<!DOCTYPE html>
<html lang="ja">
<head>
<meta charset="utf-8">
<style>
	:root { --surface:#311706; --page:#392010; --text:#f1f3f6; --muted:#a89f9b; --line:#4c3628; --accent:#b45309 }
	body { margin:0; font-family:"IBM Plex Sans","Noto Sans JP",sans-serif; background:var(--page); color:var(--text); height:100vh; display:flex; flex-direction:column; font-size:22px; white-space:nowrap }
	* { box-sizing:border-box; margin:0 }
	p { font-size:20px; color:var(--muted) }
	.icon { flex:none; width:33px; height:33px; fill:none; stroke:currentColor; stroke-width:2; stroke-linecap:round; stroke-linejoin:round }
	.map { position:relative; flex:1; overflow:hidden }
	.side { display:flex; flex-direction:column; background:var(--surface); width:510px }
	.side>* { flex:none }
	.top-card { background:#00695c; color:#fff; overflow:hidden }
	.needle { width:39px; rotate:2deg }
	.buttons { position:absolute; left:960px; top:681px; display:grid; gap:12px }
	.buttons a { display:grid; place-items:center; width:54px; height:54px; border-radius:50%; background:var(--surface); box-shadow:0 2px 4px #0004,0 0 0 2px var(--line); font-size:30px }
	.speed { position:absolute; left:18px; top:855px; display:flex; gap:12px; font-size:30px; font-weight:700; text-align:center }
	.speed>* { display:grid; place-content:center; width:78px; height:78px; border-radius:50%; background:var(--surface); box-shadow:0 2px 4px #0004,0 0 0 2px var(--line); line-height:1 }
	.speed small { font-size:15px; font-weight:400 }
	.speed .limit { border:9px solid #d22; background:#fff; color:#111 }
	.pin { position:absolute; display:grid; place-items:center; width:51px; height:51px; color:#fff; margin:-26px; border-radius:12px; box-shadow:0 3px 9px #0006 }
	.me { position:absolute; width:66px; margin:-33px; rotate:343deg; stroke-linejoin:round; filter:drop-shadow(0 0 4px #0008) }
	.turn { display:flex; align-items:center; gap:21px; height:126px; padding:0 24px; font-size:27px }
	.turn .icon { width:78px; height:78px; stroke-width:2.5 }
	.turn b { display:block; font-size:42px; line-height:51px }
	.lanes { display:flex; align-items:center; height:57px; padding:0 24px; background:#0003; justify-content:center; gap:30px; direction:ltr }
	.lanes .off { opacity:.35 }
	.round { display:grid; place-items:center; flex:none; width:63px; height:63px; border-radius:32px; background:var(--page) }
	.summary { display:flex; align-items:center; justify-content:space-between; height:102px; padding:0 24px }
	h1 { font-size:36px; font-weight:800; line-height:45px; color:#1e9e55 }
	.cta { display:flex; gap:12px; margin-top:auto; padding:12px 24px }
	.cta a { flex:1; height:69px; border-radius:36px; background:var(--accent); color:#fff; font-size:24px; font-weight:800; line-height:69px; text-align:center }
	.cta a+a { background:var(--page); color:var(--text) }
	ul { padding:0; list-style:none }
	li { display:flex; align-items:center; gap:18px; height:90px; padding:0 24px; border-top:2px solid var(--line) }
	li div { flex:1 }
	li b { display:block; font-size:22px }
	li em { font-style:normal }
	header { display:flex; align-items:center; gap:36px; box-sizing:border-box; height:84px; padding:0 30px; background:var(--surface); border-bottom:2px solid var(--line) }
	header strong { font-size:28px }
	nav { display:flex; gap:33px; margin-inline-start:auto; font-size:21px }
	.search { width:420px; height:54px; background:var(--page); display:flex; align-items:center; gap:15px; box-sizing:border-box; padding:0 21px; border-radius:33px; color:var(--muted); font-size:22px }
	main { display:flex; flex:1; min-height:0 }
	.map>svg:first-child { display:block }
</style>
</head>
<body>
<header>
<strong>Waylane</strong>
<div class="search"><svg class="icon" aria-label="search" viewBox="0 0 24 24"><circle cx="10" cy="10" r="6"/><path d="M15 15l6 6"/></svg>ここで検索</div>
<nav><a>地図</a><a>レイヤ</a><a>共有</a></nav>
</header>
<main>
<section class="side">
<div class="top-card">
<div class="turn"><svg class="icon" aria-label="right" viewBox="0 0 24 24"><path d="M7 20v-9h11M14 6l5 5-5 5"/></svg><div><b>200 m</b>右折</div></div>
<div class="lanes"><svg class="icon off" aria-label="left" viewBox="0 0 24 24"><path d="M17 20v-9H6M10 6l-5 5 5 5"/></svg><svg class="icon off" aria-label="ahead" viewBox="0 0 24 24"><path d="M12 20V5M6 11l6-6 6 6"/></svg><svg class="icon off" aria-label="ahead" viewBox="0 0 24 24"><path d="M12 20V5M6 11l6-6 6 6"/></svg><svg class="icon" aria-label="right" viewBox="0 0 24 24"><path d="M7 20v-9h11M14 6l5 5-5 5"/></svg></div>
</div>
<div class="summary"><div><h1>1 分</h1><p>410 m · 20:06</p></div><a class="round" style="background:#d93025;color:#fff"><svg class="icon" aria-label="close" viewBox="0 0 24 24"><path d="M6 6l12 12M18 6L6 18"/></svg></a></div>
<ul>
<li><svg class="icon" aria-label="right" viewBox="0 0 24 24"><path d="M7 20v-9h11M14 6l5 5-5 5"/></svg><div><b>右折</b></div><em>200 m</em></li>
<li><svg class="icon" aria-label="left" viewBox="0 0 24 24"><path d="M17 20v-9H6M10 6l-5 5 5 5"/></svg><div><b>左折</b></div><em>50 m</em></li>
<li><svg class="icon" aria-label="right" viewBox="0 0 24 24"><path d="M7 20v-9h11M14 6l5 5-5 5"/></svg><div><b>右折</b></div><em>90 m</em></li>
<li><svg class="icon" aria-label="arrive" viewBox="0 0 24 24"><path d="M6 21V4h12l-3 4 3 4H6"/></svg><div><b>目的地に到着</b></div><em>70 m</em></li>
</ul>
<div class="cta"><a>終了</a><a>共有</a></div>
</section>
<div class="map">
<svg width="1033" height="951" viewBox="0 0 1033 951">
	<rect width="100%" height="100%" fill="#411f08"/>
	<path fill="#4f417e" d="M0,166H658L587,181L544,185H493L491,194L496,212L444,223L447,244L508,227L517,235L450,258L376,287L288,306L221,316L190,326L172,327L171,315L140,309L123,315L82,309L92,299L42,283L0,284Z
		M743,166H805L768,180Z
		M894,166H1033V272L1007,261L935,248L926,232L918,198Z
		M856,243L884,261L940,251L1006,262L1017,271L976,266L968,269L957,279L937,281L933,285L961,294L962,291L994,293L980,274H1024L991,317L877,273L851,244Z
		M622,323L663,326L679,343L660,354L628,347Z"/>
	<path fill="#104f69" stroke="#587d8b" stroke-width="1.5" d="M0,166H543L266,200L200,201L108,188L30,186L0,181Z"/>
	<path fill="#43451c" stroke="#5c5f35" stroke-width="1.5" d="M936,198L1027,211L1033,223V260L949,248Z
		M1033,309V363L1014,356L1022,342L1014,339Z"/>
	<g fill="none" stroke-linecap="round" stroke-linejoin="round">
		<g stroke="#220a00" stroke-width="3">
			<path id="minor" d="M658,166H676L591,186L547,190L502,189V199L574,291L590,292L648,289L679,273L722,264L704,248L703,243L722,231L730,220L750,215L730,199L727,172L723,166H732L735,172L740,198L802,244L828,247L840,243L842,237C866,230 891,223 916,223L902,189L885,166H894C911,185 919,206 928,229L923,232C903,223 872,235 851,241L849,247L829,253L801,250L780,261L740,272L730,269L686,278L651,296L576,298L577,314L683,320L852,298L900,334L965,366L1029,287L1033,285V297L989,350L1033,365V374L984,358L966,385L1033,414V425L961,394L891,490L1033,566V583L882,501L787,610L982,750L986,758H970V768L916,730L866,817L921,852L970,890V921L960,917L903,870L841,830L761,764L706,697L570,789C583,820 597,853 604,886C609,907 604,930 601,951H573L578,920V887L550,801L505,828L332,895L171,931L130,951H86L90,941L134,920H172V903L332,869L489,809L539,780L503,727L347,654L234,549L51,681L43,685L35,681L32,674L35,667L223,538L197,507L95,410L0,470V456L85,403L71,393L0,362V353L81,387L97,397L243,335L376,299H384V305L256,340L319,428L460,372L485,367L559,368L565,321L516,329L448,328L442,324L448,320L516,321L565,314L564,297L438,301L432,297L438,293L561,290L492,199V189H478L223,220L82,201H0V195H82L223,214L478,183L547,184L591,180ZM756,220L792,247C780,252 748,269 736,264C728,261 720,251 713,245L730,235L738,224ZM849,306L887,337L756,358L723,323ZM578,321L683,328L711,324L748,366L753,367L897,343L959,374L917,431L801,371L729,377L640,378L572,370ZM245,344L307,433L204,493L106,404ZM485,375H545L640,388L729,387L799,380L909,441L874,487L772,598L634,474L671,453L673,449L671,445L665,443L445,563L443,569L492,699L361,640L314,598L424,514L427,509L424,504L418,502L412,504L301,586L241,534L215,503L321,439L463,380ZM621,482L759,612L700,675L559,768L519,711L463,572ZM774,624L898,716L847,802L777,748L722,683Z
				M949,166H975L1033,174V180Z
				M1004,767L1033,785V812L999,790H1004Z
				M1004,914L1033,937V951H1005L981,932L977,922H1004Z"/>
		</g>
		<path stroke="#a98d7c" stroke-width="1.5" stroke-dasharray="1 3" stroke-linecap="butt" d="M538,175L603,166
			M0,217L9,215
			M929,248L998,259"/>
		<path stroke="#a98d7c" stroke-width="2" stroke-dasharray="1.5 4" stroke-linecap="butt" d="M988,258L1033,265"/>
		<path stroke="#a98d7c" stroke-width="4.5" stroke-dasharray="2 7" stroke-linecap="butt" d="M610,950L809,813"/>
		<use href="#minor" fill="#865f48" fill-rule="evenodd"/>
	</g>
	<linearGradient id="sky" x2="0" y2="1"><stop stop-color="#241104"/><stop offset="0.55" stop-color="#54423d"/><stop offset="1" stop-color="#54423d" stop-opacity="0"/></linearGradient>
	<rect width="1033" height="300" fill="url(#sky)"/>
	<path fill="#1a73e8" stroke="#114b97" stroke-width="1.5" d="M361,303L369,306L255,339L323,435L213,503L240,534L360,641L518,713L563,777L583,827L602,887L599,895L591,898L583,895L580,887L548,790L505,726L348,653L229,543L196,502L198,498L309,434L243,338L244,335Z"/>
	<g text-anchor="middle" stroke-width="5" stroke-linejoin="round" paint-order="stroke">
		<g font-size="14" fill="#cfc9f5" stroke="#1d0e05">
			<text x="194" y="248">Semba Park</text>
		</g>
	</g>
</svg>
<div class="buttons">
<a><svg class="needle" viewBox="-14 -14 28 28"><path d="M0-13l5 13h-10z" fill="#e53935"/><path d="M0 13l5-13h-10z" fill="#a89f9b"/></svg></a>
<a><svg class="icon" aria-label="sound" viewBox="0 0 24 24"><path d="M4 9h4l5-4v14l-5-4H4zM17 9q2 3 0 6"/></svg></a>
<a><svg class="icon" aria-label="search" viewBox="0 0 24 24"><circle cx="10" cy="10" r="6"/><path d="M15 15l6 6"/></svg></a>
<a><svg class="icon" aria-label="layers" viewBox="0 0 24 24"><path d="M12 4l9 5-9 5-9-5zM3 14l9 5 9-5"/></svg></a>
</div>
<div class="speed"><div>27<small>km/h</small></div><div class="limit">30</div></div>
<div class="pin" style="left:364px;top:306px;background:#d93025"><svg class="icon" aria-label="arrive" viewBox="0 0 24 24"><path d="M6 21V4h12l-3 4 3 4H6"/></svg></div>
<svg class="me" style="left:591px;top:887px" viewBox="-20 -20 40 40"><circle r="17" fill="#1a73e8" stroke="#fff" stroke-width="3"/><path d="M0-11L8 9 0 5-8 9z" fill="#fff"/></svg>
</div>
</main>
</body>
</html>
-=-=-
▸ WHAT TO PRODUCE
Show, from the listing above, every line holding the word "radius".

▸ REPLY
	.buttons a { display:grid; place-items:center; width:54px; height:54px; border-radius:50%; background:var(--surface); box-shadow:0 2px 4px #0004,0 0 0 2px var(--line); font-size:30px }
	.speed>* { display:grid; place-content:center; width:78px; height:78px; border-radius:50%; background:var(--surface); box-shadow:0 2px 4px #0004,0 0 0 2px var(--line); line-height:1 }
	.pin { position:absolute; display:grid; place-items:center; width:51px; height:51px; color:#fff; margin:-26px; border-radius:12px; box-shadow:0 3px 9px #0006 }
	.round { display:grid; place-items:center; flex:none; width:63px; height:63px; border-radius:32px; background:var(--page) }
	.cta a { flex:1; height:69px; border-radius:36px; background:var(--accent); color:#fff; font-size:24px; font-weight:800; line-height:69px; text-align:center }
	.search { width:420px; height:54px; background:var(--page); display:flex; align-items:center; gap:15px; box-sizing:border-box; padding:0 21px; border-radius:33px; color:var(--muted); font-size:22px }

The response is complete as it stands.